## PROBLEM DESCRIPTION
Copy exactly the lines that run from the top of the listing to the line containing "--surface:#0a0c17; --page:#131520; --text:#f1f3f6;", both ends included, and omit the pictures.

===== RECORD EXCERPTS

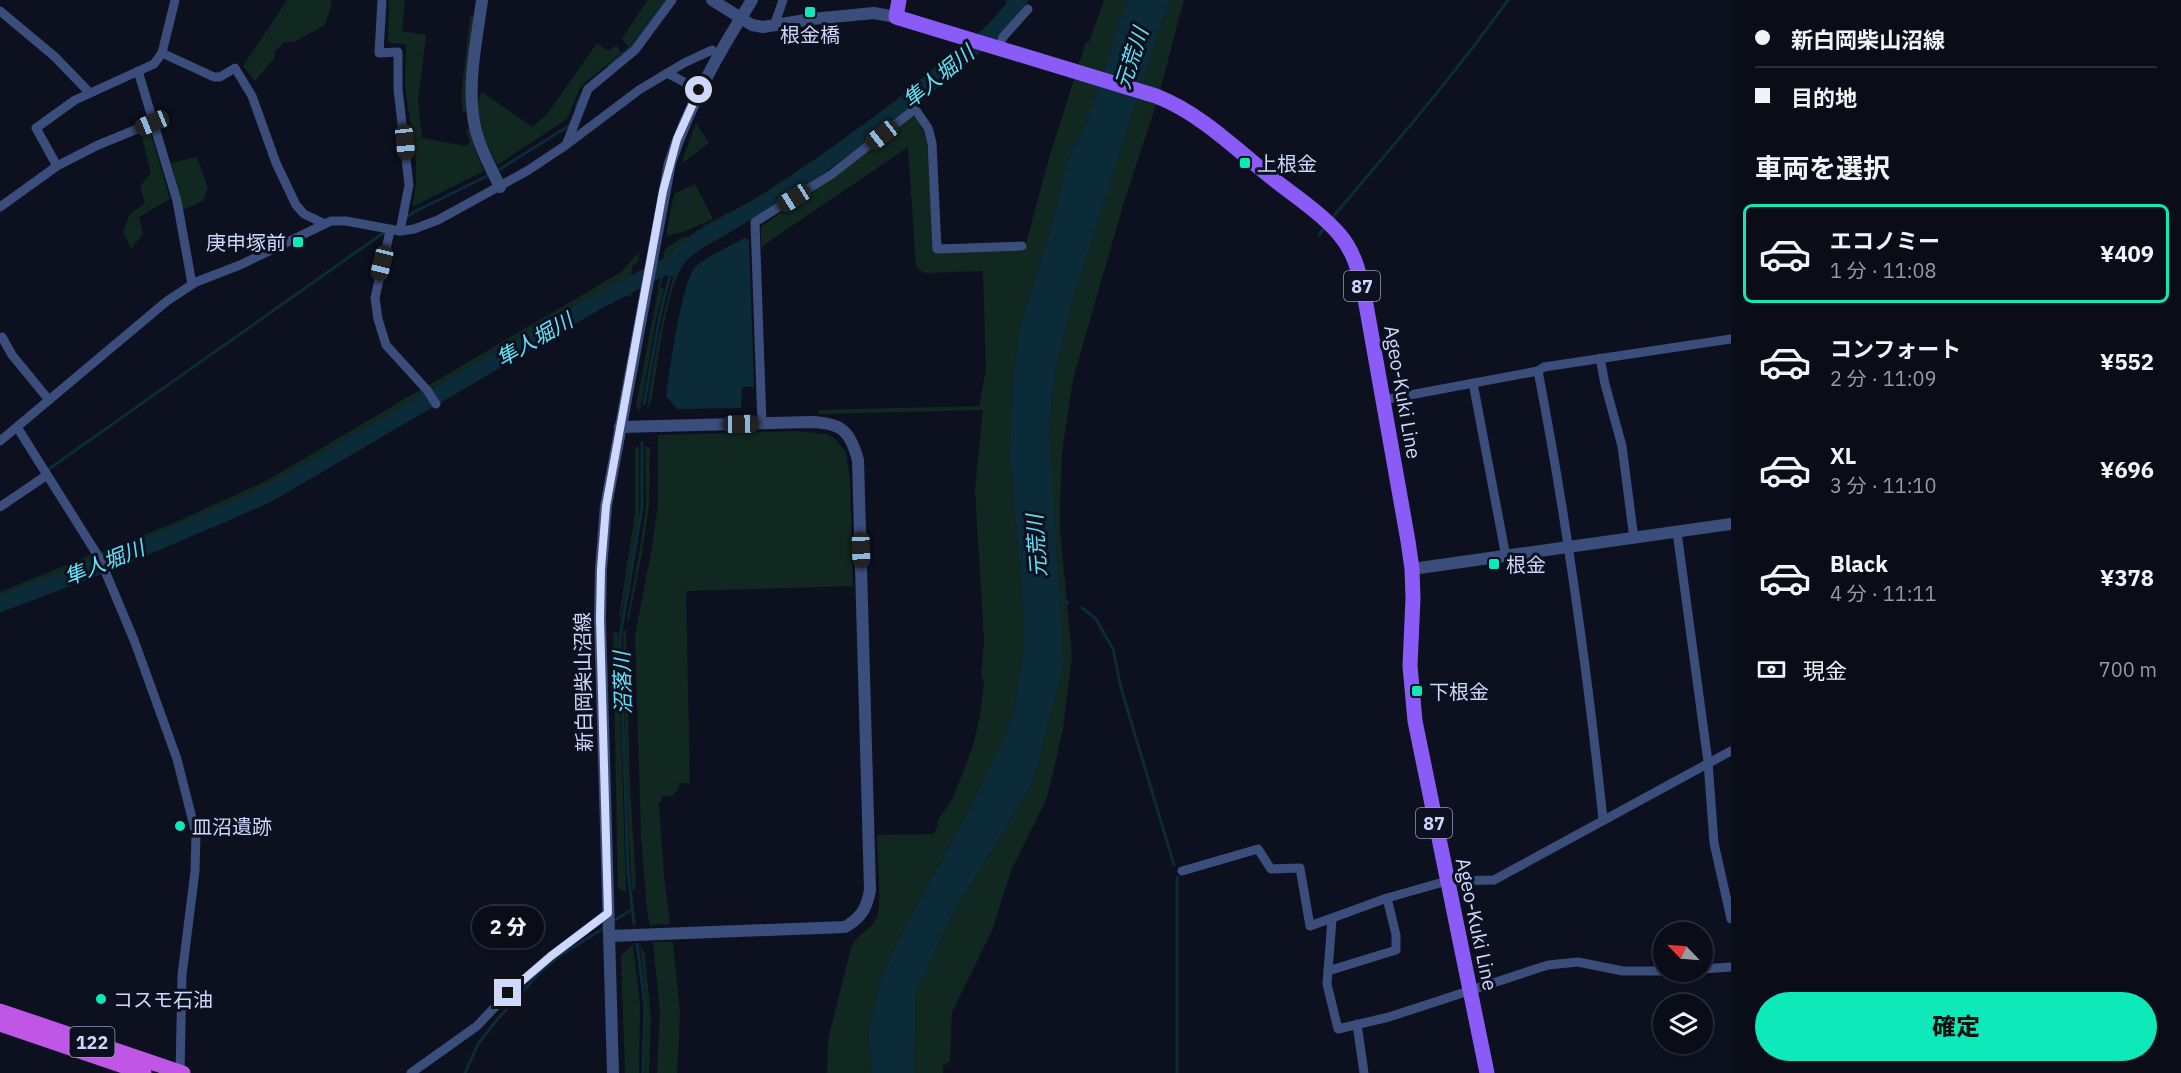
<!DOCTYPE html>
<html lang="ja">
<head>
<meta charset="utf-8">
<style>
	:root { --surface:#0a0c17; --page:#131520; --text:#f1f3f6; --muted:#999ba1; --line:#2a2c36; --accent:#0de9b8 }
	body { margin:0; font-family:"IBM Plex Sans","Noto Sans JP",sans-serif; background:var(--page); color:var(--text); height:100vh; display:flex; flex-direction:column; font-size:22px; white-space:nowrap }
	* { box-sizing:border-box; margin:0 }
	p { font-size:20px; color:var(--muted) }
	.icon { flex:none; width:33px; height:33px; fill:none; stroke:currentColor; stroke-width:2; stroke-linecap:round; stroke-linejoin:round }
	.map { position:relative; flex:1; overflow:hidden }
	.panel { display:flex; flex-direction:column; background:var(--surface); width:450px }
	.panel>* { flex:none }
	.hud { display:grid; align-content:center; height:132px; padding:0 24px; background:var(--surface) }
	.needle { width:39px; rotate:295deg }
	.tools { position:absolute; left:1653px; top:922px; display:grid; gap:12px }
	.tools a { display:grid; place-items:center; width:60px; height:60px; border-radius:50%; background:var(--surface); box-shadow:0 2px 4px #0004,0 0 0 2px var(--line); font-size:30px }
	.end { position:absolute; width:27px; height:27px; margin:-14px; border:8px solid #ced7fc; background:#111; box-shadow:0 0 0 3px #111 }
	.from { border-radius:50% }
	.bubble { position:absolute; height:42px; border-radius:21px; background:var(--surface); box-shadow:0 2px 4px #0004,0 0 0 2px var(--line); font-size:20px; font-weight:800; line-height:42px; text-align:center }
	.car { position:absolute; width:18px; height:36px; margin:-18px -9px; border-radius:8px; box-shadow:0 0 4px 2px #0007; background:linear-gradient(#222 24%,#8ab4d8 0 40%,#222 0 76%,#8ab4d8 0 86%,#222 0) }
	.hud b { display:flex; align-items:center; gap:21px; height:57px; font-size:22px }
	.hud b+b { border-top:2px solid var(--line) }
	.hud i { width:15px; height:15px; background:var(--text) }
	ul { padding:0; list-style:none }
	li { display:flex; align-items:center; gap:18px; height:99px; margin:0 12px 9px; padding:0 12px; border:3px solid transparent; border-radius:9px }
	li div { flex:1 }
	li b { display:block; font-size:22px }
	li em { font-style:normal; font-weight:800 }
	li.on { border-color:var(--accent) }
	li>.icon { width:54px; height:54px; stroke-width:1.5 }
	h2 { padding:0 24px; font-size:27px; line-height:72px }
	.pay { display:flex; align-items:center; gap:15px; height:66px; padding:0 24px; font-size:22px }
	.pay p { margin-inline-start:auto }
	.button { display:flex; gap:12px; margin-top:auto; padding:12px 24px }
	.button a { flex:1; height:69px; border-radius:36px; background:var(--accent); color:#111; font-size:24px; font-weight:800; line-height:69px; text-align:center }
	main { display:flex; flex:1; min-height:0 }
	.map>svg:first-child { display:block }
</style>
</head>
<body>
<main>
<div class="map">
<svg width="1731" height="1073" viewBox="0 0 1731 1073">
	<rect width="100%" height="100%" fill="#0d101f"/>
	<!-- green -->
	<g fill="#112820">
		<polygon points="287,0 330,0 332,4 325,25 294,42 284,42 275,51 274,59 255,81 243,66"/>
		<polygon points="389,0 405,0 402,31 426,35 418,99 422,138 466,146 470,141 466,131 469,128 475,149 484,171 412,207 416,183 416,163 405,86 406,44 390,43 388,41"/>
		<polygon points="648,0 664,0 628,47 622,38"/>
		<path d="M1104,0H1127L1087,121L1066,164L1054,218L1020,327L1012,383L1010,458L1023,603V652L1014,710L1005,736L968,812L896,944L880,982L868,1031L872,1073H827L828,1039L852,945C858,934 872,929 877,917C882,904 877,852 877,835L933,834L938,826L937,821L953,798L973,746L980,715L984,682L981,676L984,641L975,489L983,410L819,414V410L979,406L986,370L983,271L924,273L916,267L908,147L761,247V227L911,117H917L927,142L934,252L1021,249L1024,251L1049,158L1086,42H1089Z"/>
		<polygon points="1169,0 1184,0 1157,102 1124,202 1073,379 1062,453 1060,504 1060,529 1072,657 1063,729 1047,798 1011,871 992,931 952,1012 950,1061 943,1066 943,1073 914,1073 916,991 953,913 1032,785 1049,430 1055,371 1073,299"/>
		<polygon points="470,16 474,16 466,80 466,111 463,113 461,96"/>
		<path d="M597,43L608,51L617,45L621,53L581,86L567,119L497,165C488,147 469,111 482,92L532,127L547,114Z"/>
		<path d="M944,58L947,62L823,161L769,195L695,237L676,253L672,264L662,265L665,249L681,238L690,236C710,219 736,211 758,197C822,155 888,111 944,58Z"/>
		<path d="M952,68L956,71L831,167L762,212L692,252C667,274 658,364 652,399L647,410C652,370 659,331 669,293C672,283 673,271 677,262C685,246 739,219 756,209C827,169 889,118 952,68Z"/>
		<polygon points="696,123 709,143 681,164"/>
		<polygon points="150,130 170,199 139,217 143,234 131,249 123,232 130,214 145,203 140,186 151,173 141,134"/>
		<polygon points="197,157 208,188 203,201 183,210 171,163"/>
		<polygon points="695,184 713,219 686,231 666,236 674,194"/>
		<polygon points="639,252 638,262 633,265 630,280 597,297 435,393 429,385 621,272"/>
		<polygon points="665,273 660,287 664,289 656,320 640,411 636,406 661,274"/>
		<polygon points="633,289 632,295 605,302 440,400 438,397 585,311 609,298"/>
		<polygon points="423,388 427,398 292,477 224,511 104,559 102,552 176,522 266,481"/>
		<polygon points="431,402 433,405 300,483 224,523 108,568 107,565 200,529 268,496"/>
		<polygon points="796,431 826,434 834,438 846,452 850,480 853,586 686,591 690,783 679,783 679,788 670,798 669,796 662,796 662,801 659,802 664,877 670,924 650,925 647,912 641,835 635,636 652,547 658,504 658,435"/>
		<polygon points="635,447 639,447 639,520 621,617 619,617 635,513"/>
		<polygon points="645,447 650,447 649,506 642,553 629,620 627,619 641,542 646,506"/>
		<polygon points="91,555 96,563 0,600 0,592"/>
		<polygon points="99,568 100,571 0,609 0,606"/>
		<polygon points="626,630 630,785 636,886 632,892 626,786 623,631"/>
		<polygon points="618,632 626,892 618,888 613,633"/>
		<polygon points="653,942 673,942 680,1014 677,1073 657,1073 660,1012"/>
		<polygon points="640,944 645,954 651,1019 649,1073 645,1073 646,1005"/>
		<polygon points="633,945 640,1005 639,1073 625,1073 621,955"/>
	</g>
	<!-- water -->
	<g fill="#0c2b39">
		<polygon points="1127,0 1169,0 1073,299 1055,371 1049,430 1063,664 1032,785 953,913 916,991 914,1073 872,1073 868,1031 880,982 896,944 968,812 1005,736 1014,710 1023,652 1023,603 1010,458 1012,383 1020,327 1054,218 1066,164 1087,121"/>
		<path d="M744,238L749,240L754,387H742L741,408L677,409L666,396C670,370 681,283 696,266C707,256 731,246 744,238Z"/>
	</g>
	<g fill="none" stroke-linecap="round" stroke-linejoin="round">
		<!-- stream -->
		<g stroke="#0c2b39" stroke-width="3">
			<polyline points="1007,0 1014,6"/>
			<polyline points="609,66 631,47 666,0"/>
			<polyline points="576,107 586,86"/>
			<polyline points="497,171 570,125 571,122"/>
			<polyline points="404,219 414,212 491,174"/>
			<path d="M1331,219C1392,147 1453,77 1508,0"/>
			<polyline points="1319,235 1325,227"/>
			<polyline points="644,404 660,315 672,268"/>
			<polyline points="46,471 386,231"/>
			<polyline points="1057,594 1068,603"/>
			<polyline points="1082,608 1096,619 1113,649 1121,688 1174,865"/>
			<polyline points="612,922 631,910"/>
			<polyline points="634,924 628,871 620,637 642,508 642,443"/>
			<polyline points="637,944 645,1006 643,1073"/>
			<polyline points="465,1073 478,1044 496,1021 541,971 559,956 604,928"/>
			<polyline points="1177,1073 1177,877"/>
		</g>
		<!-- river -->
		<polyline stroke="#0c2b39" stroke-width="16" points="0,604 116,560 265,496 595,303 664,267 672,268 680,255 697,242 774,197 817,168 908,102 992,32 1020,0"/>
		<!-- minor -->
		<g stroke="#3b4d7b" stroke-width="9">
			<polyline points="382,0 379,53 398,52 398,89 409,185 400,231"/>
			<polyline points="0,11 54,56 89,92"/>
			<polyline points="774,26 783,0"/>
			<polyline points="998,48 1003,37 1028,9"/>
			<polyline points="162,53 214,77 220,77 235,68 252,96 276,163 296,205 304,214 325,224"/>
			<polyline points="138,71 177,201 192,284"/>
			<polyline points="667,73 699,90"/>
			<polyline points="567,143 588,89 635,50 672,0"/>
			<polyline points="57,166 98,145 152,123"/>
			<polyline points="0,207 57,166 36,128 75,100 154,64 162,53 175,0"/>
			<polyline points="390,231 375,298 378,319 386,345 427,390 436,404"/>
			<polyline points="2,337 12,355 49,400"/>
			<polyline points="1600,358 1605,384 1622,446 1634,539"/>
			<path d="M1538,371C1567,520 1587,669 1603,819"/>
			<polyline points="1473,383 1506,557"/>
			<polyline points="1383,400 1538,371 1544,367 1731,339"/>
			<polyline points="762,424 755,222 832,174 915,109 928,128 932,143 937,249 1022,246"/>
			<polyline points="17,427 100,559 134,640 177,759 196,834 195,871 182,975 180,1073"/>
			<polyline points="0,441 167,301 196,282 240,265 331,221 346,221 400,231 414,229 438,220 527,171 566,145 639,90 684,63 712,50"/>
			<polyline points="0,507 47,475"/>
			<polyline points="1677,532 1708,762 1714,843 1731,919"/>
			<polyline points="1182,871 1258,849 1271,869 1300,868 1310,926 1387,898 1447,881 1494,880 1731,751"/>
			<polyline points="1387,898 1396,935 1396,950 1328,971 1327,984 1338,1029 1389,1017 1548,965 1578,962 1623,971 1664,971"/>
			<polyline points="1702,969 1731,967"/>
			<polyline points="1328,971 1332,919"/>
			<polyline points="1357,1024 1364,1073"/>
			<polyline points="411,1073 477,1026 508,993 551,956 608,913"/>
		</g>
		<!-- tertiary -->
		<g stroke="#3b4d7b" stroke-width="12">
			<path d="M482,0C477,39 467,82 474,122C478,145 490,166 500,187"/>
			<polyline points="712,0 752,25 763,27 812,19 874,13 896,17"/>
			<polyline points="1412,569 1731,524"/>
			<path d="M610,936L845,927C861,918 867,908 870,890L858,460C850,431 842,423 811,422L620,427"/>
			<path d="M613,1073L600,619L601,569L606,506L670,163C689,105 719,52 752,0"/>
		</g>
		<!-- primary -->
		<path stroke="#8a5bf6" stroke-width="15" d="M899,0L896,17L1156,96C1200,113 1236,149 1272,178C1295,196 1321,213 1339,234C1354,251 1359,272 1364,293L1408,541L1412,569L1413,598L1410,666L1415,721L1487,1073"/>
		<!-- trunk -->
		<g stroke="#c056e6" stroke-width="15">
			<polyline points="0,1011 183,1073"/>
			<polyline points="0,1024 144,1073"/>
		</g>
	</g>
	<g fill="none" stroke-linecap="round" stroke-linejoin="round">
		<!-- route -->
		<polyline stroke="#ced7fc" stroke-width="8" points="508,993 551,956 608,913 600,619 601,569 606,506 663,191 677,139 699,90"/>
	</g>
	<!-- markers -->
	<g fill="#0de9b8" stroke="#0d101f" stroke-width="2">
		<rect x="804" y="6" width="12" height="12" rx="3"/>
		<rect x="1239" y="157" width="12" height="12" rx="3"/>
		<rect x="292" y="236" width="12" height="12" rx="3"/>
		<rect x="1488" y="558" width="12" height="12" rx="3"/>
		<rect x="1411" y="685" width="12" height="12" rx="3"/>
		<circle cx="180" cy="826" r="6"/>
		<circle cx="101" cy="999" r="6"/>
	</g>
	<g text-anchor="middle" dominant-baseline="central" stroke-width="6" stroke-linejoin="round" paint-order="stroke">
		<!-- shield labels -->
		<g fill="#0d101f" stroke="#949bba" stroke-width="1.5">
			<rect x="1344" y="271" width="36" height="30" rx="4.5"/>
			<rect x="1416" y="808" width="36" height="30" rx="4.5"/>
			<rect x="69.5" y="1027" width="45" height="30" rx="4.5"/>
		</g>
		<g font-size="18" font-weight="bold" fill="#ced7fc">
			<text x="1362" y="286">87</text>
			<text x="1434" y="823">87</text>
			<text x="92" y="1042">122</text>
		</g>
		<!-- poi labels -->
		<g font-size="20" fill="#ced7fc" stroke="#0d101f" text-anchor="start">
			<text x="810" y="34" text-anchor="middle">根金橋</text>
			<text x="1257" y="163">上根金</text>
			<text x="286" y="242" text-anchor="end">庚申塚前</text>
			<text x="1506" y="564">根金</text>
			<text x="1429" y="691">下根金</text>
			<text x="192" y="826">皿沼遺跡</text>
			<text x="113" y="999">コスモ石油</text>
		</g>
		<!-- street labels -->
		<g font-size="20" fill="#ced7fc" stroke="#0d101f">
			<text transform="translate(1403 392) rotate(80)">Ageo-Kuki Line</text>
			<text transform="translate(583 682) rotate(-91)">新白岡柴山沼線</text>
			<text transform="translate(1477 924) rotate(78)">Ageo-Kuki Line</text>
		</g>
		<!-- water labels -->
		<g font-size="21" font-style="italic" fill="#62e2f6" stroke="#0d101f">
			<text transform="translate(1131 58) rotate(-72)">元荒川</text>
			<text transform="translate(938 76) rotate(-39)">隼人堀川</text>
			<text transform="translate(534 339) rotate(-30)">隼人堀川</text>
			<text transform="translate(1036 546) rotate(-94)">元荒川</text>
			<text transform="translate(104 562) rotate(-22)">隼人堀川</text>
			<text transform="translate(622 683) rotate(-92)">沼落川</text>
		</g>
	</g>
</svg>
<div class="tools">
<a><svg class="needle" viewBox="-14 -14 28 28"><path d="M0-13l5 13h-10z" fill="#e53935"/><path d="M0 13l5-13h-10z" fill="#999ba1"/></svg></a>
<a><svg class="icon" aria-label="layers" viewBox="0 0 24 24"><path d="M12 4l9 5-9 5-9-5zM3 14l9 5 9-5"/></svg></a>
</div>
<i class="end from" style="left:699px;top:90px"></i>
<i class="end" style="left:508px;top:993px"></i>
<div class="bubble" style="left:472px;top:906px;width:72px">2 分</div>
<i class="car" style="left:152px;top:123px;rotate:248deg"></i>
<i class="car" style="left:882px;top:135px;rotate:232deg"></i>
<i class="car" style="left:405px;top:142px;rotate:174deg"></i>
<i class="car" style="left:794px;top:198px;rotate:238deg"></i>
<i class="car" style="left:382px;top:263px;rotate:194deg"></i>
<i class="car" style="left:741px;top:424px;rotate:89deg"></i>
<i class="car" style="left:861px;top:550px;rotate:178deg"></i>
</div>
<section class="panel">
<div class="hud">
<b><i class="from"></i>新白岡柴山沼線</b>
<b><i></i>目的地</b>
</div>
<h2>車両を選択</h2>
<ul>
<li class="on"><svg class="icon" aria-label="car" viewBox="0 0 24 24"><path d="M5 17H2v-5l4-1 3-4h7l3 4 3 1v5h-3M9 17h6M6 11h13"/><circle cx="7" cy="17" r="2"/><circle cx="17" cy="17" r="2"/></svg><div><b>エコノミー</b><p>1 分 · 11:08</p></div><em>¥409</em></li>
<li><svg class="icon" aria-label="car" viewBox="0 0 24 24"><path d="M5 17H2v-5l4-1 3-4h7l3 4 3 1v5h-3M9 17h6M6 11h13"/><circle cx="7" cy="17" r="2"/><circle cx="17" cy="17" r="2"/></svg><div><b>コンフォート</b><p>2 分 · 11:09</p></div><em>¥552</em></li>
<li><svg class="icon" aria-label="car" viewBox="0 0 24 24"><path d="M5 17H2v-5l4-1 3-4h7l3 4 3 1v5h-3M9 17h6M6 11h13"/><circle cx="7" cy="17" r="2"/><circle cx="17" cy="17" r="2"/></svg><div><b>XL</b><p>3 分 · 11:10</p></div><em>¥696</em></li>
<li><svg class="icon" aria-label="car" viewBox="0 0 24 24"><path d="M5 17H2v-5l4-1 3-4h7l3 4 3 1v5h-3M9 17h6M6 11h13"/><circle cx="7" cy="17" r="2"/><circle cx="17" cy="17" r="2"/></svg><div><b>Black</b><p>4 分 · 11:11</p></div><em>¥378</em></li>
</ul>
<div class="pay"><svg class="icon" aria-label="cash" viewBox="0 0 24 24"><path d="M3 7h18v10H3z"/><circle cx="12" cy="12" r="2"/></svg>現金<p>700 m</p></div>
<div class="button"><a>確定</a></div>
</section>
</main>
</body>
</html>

==========

## COMPLETED TASK
<!DOCTYPE html>
<html lang="ja">
<head>
<meta charset="utf-8">
<style>
	:root { --surface:#0a0c17; --page:#131520; --text:#f1f3f6; --muted:#999ba1; --line:#2a2c36; --accent:#0de9b8 }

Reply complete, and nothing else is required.